Monday, Apr. 16, 1945

Veterans' Defeat

"Aurora! March forward with Lieut. Holmstrom for mayor. He fought for his country. He'll fight for the future of 'Aurora! . . ."

"Holmstrom is home! A fighting man in a fighting mood! The time to prepare for the return of your servicemen is now! . . ."

With such slogans as these, a hastily organized Servicemen's Party entered a city election campaign in industrial Aurora, Ill. (pop. 47,170), with high hopes of setting a new kind of standard in modern U.S. politics. The party's candi dates were three wounded veterans of World War II.

Last week the campaign ended without giving a spark of encouragement to such tickets. The servicemen, headed by Lieut. Richard Knute Holmstrom for mayor, got a walloping. The winner: pipe-puffing, 74-year-old Mayor Andy Carter, for 32 years an Auroran, who was unexcitedly running for a second term.

Mayor Carter's opponent, 34-year-old Lieut. Holmstrom, had been a platoon leader in Italy, had won the Purple Heart and the Silver Star. His running mates : for city clerk -- Richard Edward Gieser, 26, who had been a Marine parachutist, nad three fingers on his right hand blown off at Guadalcanal; for city treasurer--Eldon Darrell Roadruck, 27, who had been 23 months overseas in the infantry, had been shot through both legs at Munda.

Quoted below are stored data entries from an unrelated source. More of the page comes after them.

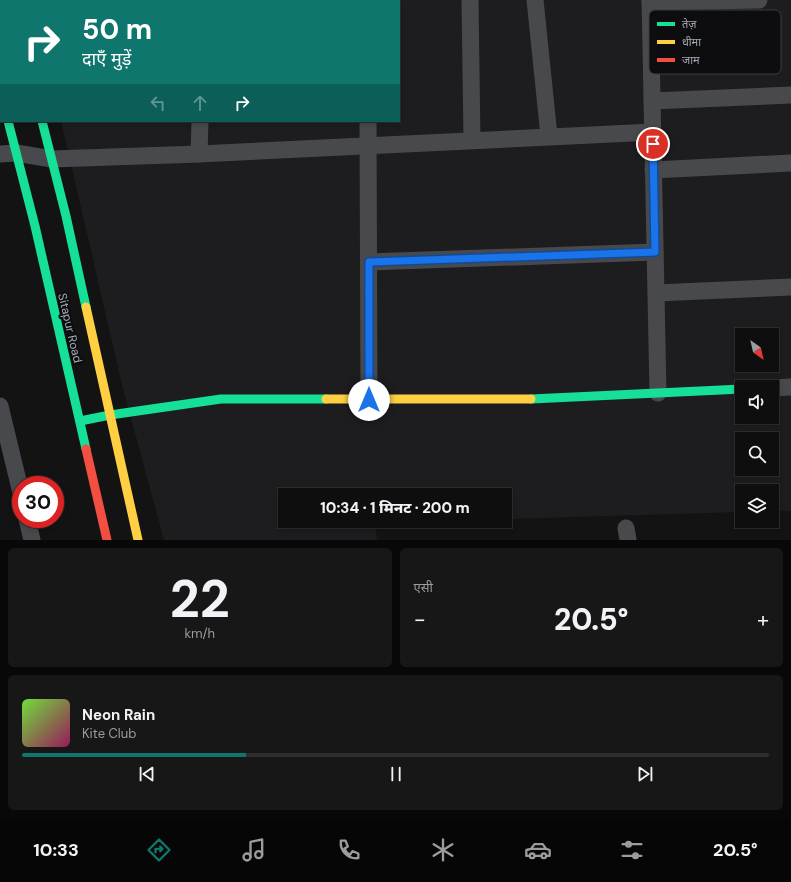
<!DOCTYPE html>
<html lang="hi">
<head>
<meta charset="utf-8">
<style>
  body { margin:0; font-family:"DM Sans","Noto Sans Devanagari",sans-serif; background:#171717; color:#f1f3f6; height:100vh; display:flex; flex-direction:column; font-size:15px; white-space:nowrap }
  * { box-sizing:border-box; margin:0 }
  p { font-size:13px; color:#9b9c9e }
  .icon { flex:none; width:22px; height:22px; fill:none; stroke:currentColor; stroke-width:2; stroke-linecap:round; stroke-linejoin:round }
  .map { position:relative; height:540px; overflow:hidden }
  .side { display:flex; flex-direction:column; gap:8px; padding:8px; background:#080808; flex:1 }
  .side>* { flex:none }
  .hud { position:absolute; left:0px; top:0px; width:400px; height:122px; box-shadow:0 2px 6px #0003,0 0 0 1px #2e2e2e; background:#0f766e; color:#fff; overflow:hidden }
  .needle { width:26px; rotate:146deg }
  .controls { position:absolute; left:735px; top:328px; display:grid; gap:8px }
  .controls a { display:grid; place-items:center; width:44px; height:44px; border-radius:0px; background:#0e0e0e; box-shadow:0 2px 6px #0003,0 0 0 1px #2e2e2e; font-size:20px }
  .speed { position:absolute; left:12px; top:476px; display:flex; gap:8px; font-size:20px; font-weight:700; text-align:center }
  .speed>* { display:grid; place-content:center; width:52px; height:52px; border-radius:50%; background:#0e0e0e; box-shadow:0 2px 6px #0003,0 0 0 1px #2e2e2e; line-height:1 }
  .speed .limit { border:6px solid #d22; background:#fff; color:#111 }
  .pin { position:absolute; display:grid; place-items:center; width:34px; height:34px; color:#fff; margin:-17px; border:2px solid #fff; border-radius:50%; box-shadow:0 1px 4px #0007 }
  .me { position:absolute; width:44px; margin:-22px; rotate:0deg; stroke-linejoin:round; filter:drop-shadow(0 0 3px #0008) }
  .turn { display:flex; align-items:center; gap:14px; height:84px; padding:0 16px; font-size:18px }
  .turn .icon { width:52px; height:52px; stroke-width:2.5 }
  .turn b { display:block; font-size:28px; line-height:34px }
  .lanes { display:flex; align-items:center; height:38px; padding:0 16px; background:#0003; justify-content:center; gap:20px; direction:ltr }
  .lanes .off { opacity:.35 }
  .big { font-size:30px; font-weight:800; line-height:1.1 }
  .side .tile { flex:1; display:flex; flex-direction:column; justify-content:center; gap:6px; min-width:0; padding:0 14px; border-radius:6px; background:#171717 }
  .side .dial { align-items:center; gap:0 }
  .dial b { font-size:52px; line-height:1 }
  .song { display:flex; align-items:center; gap:12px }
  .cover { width:48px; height:48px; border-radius:6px; background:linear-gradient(135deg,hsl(100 70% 55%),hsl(330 70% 35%)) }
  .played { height:4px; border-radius:2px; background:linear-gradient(90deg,#0f766e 30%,#2e2e2e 30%) }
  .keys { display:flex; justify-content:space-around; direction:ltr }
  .heat { display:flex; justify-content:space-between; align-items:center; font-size:22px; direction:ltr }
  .side .tiles { flex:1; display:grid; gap:8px; grid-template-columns:1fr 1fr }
  .tile:last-child { grid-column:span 2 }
  .trip { position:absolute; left:278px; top:488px; width:234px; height:40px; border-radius:0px; background:#0e0e0e; box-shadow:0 2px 6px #0003,0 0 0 1px #2e2e2e; font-weight:800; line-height:40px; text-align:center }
  .menu { display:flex; height:64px; justify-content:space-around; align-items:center; background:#060606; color:#9b9c9e }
  .menu .icon { width:28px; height:28px }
  .menu .current { color:#0f766e }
  .menu b { font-size:18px; color:#f1f3f6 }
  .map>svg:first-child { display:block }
  .built { fill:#1d1d20; fill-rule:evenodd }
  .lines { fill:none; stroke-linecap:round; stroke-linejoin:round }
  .street { stroke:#47494c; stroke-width:17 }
  .fast { stroke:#16e098; stroke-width:9 }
  .slow { stroke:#ffcf43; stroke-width:9 }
  .jam { stroke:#f24e42; stroke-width:9 }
  .route-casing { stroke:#114b97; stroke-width:10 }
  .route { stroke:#1a73e8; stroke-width:7 }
  .labels { text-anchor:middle; stroke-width:4; stroke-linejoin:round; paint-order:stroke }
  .street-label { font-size:12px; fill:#a3aab6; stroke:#0d0d0f }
  .key { fill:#0d0d0f; stroke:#3a3c41; stroke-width:1 }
  .key-label { font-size:11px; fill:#a3aab6 }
</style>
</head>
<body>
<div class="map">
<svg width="791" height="540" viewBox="0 0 791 540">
  <rect width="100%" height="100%" fill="#131313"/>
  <path class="built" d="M33,0H791V511H772V491H742V512L505,519V495H285V521H421L375,522L377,540H164L122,385L61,121H399V1ZM742,335H772V365H742ZM742,387H772V417H742ZM742,439H772V469H742Z"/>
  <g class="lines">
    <g class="street">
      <polyline points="365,0 365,1"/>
      <polyline points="470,0 472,140"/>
      <polyline points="535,0 549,136"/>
      <polyline points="650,0 658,393"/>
      <polyline points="200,1 200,0"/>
      <polyline points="650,2 759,0"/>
      <polyline points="652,101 791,95"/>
      <polyline points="368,121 369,400"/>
      <polyline points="0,154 16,153 52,159 199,154 653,132"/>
      <polyline points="199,154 200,121"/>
      <polyline points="653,170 791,163"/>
      <polyline points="369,262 655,252"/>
      <polyline points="656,293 791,287"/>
      <polyline points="772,388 791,387"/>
      <polyline points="0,406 21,493"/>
      <polyline points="27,519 32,540"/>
      <polyline points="626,528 628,540"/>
    </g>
    <g class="fast">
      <polyline points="8,121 35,226 86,449"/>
      <polyline points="42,121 66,216 86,307"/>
      <polyline points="531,399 742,389"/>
      <polyline points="80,421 110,415 221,399 326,399"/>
    </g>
    <g class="slow">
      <polyline points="0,88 1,92"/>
      <polyline points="86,307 138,540"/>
      <polyline points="326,399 531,399"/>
    </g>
    <g class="jam">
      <polyline points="12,0 13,1"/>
      <polyline points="86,449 107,540"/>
    </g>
  </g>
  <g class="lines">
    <g class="route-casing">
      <polyline id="route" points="369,400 369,262 655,252 653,144"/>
    </g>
    <use href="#route" class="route"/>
  </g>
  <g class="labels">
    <g class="street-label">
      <text transform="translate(70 328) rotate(77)" y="4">Sitapur Road</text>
    </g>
  </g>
  <rect x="649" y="10" width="132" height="64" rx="6" class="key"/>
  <rect x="657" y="22" width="18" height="4" fill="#16e098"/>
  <rect x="657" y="40" width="18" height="4" fill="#ffcf43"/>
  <rect x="657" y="58" width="18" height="4" fill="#f24e42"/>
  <g class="key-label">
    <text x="682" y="28">तेज़</text>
    <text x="682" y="46">धीमा</text>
    <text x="682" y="64">जाम</text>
  </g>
</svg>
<div class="controls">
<a><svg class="needle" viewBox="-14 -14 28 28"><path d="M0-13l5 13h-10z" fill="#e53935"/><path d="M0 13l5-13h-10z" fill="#9b9c9e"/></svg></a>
<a><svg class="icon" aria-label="sound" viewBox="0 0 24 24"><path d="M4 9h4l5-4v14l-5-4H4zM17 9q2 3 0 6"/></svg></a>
<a><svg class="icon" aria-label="search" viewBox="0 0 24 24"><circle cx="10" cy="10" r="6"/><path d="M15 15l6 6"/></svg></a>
<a><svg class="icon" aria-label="layers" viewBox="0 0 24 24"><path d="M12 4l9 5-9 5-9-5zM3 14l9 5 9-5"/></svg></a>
</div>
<div class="speed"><div class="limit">30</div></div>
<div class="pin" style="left:653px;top:144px;background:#d93025"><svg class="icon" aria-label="arrive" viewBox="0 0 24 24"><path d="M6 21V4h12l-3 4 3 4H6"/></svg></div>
<svg class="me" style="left:369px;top:400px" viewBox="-20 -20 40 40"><circle r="19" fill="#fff"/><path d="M0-13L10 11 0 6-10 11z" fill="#1a73e8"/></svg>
<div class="trip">10:34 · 1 मिनट · 200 m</div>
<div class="hud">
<div class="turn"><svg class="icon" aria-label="right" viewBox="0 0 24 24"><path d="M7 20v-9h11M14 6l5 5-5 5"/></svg><div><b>50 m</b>दाएँ मुड़ें</div></div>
<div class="lanes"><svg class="icon off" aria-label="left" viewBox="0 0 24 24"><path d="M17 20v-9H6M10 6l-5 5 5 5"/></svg><svg class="icon off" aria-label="ahead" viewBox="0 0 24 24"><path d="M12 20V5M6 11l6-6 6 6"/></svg><svg class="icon" aria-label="right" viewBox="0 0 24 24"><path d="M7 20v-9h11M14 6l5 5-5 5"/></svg></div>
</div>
</div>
<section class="side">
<div class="tiles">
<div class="tile dial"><b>22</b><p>km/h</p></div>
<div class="tile"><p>एसी</p>
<div class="heat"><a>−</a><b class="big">20.5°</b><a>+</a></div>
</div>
<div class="tile">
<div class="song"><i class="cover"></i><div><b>Neon Rain</b><p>Kite Club</p></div></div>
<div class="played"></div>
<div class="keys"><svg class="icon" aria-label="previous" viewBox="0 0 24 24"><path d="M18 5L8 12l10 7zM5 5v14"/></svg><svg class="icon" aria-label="pause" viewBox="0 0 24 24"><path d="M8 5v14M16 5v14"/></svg><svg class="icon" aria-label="next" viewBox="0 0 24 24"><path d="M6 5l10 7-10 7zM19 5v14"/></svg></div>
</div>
</div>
</section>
<nav class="menu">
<b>10:33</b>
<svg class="icon current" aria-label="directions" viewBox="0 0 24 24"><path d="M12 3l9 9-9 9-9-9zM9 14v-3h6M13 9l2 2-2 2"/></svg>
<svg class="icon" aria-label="music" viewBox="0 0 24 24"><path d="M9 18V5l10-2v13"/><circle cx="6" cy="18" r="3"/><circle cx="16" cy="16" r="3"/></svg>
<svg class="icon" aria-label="phone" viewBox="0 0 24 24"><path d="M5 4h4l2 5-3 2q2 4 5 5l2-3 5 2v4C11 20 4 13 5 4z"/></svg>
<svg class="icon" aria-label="climate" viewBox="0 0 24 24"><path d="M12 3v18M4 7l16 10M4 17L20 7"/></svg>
<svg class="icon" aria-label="car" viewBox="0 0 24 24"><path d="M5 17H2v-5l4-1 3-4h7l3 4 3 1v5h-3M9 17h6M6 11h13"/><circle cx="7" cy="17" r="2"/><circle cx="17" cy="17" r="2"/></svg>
<svg class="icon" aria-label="filters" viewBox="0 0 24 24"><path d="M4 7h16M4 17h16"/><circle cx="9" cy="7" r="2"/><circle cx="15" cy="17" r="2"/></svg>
<b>20.5°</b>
</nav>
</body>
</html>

Because the wounded Holmstrom was still in a hospital, the servicemen's campaign did not get under way until ten days before election. Then it was dull--no mass meetings, no speeches by the candidates; there was a telephone campaign and advertisements in the Aurora Beacon-News. Voters, at the end, were too busy with war work, or too sure Andy Carter was in. Of about 27,000 eligible to go to the polls, only 11,930 voted.

Said Aurora's Beacon-News: "Our people didn't want to exchange a mayor of proved integrity and business and administrative ability for one of inexperience. . . ." The servicemen, a sad political lesson learned, thought they might try again in four more years.